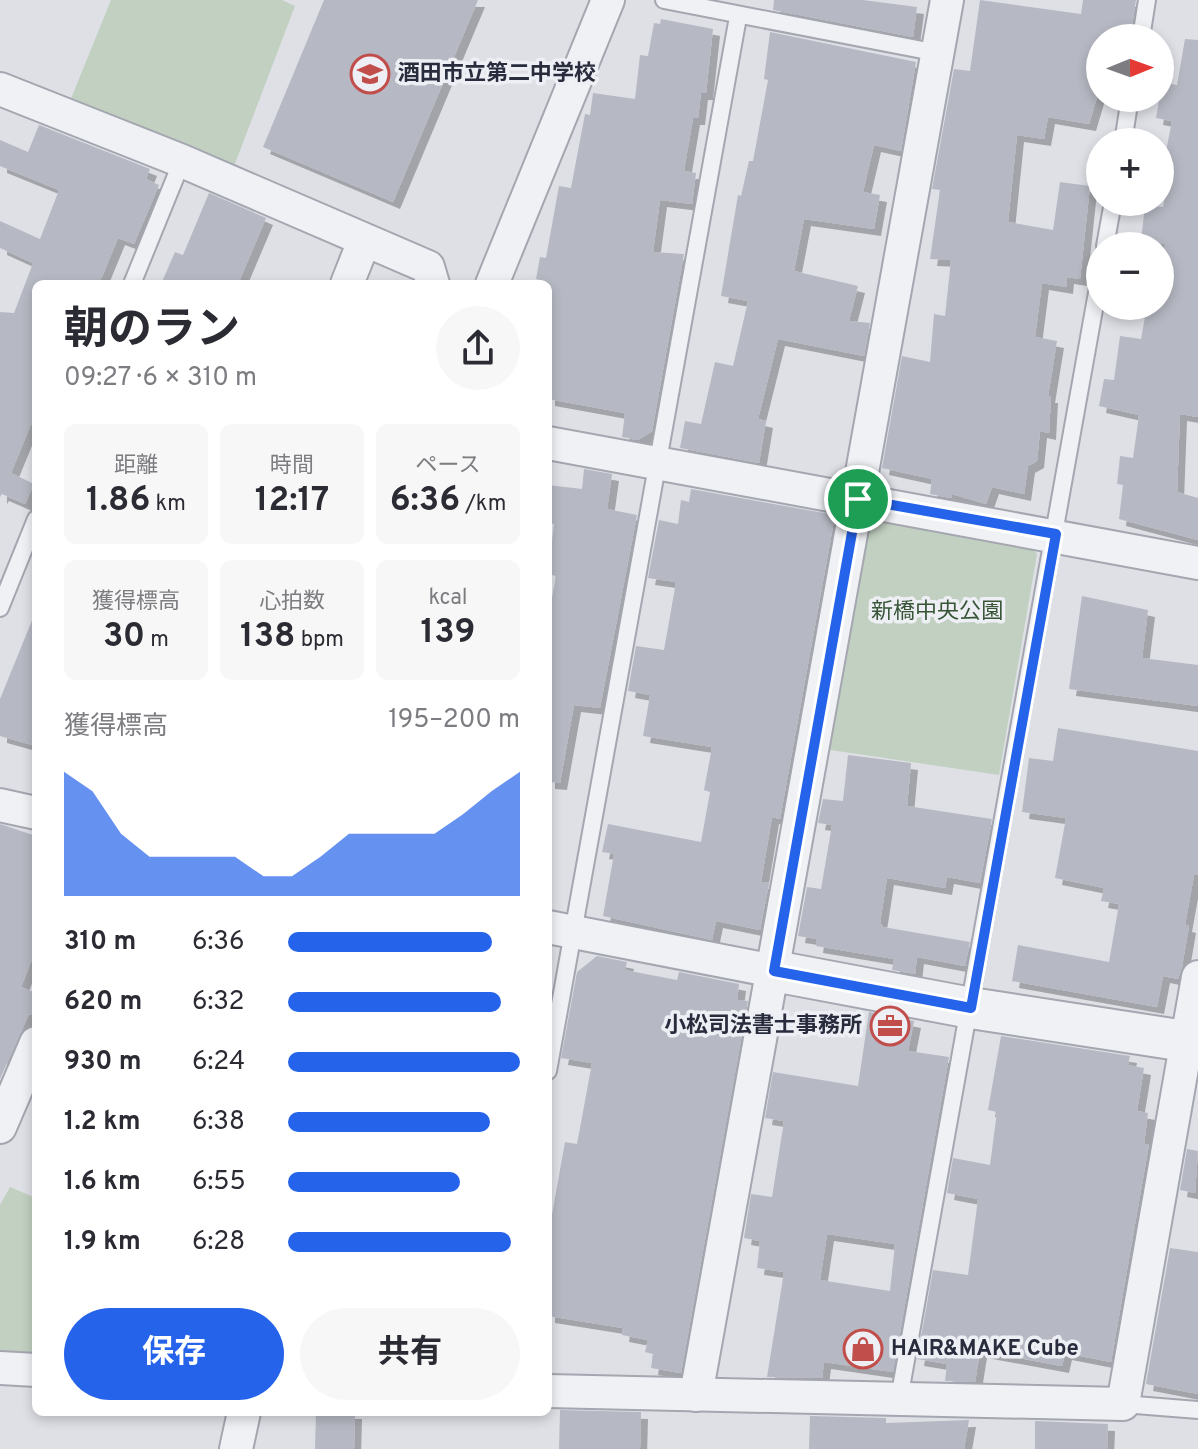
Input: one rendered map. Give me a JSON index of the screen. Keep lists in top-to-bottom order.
{
  "parks": ["新橋中央公園"],
  "places": {
    "school or university": ["酒田市立第二中学校"],
    "office": ["小松司法書士事務所"],
    "shop": ["HAIR&MAKE Cube"]
  },
  "north": "right",
  "page": {
    "map_buttons": ["+", "−"],
    "heading": ["朝のラン", "09:27 · 6 × 310 m"],
    "stats": [
      ["距離", "1.86 km"],
      ["時間", "12:17"],
      ["ペース", "6:36 /km"],
      ["獲得標高", "30 m"],
      ["心拍数", "138 bpm"],
      ["kcal", "139"]
    ],
    "chart": ["獲得標高", "195–200 m"],
    "list": [
      {
        "name": "310 m",
        "note": "6:36"
      },
      {
        "name": "620 m",
        "note": "6:32"
      },
      {
        "name": "930 m",
        "note": "6:24"
      },
      {
        "name": "1.2 km",
        "note": "6:38"
      },
      {
        "name": "1.6 km",
        "note": "6:55"
      },
      {
        "name": "1.9 km",
        "note": "6:28"
      }
    ],
    "buttons": ["保存", "共有"]
  }
}
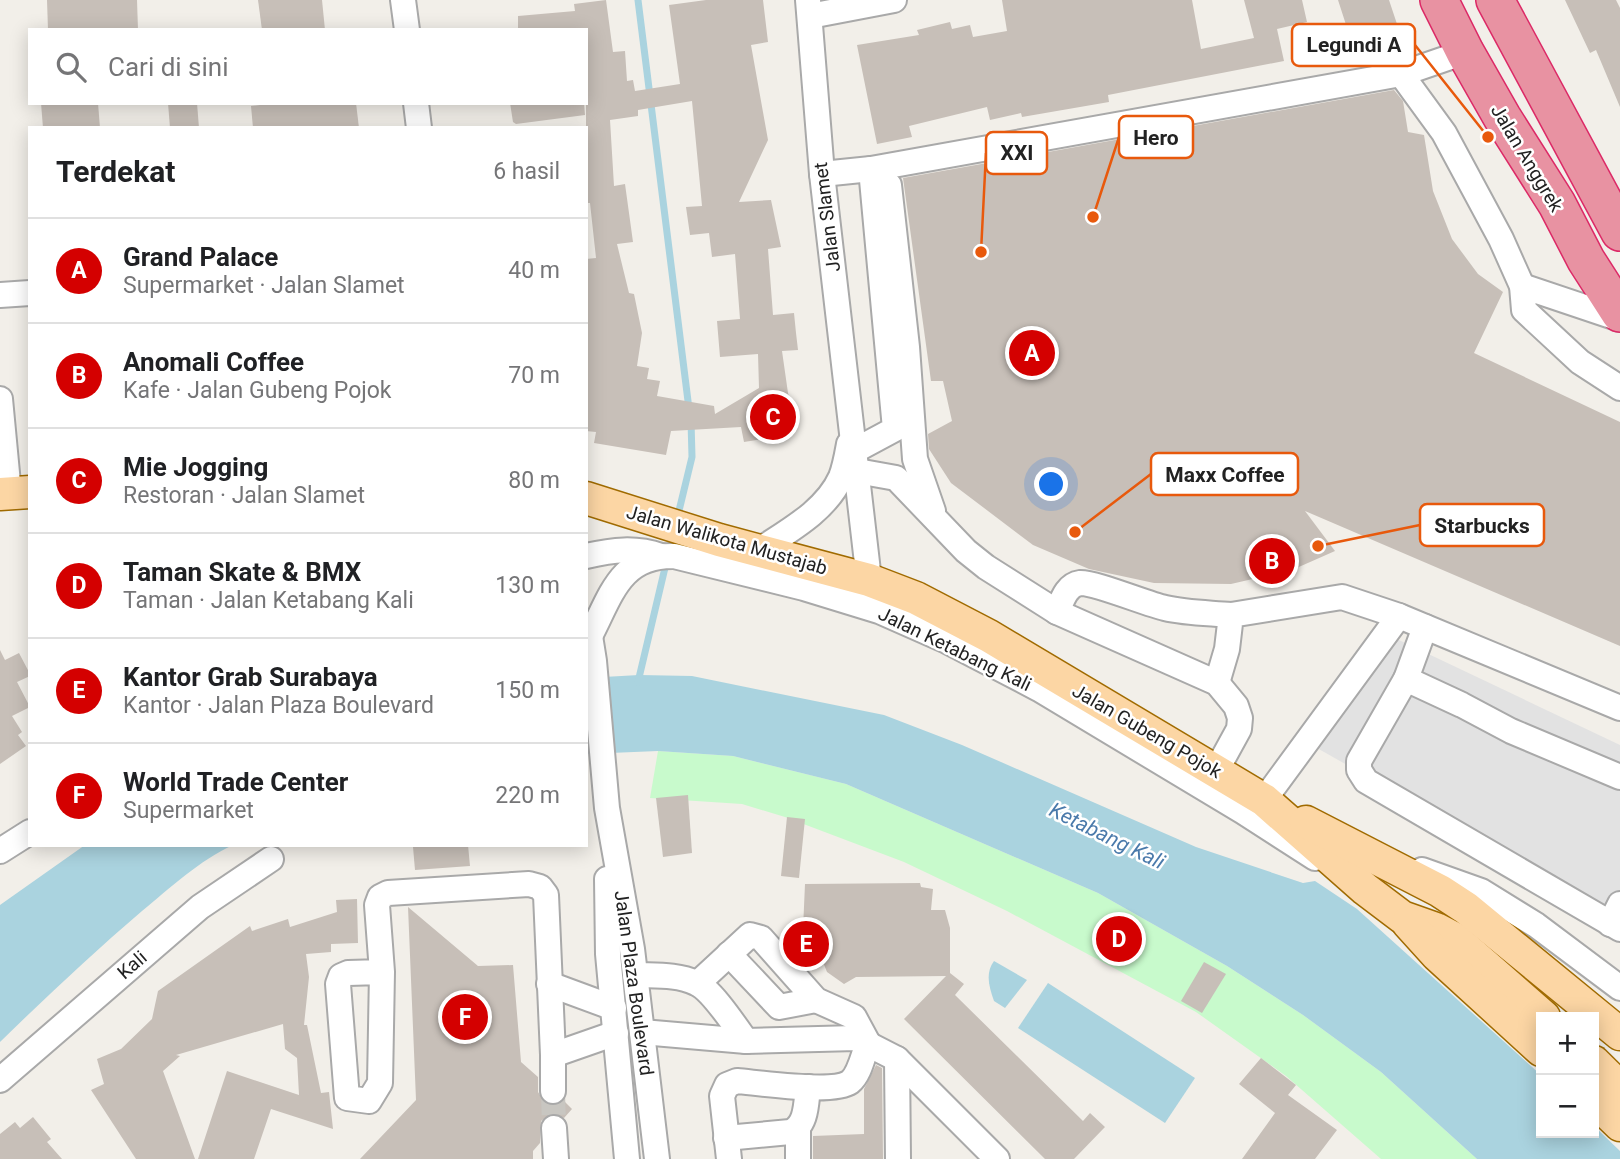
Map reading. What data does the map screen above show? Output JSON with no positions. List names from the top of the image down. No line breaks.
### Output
____
= THE TASK =
Retype the listing exactly and drop the pictures.

= REPLY =
Input: one rendered map. Give me a JSON index of the screen. Keep lists in top-to-bottom order.
{
  "parks": ["新橋中央公園"],
  "places": {
    "school or university": ["酒田市立第二中学校"],
    "office": ["小松司法書士事務所"],
    "shop": ["HAIR&MAKE Cube"]
  },
  "north": "right",
  "page": {
    "map_buttons": ["+", "−"],
    "heading": ["朝のラン", "09:27 · 6 × 310 m"],
    "stats": [
      ["距離", "1.86 km"],
      ["時間", "12:17"],
      ["ペース", "6:36 /km"],
      ["獲得標高", "30 m"],
      ["心拍数", "138 bpm"],
      ["kcal", "139"]
    ],
    "chart": ["獲得標高", "195–200 m"],
    "list": [
      {
        "name": "310 m",
        "note": "6:36"
      },
      {
        "name": "620 m",
        "note": "6:32"
      },
      {
        "name": "930 m",
        "note": "6:24"
      },
      {
        "name": "1.2 km",
        "note": "6:38"
      },
      {
        "name": "1.6 km",
        "note": "6:55"
      },
      {
        "name": "1.9 km",
        "note": "6:28"
      }
    ],
    "buttons": ["保存", "共有"]
  }
}
Map reading. What data does the map screen above show? Output JSON with no positions. List names from the top of the image down. No line breaks.
### Output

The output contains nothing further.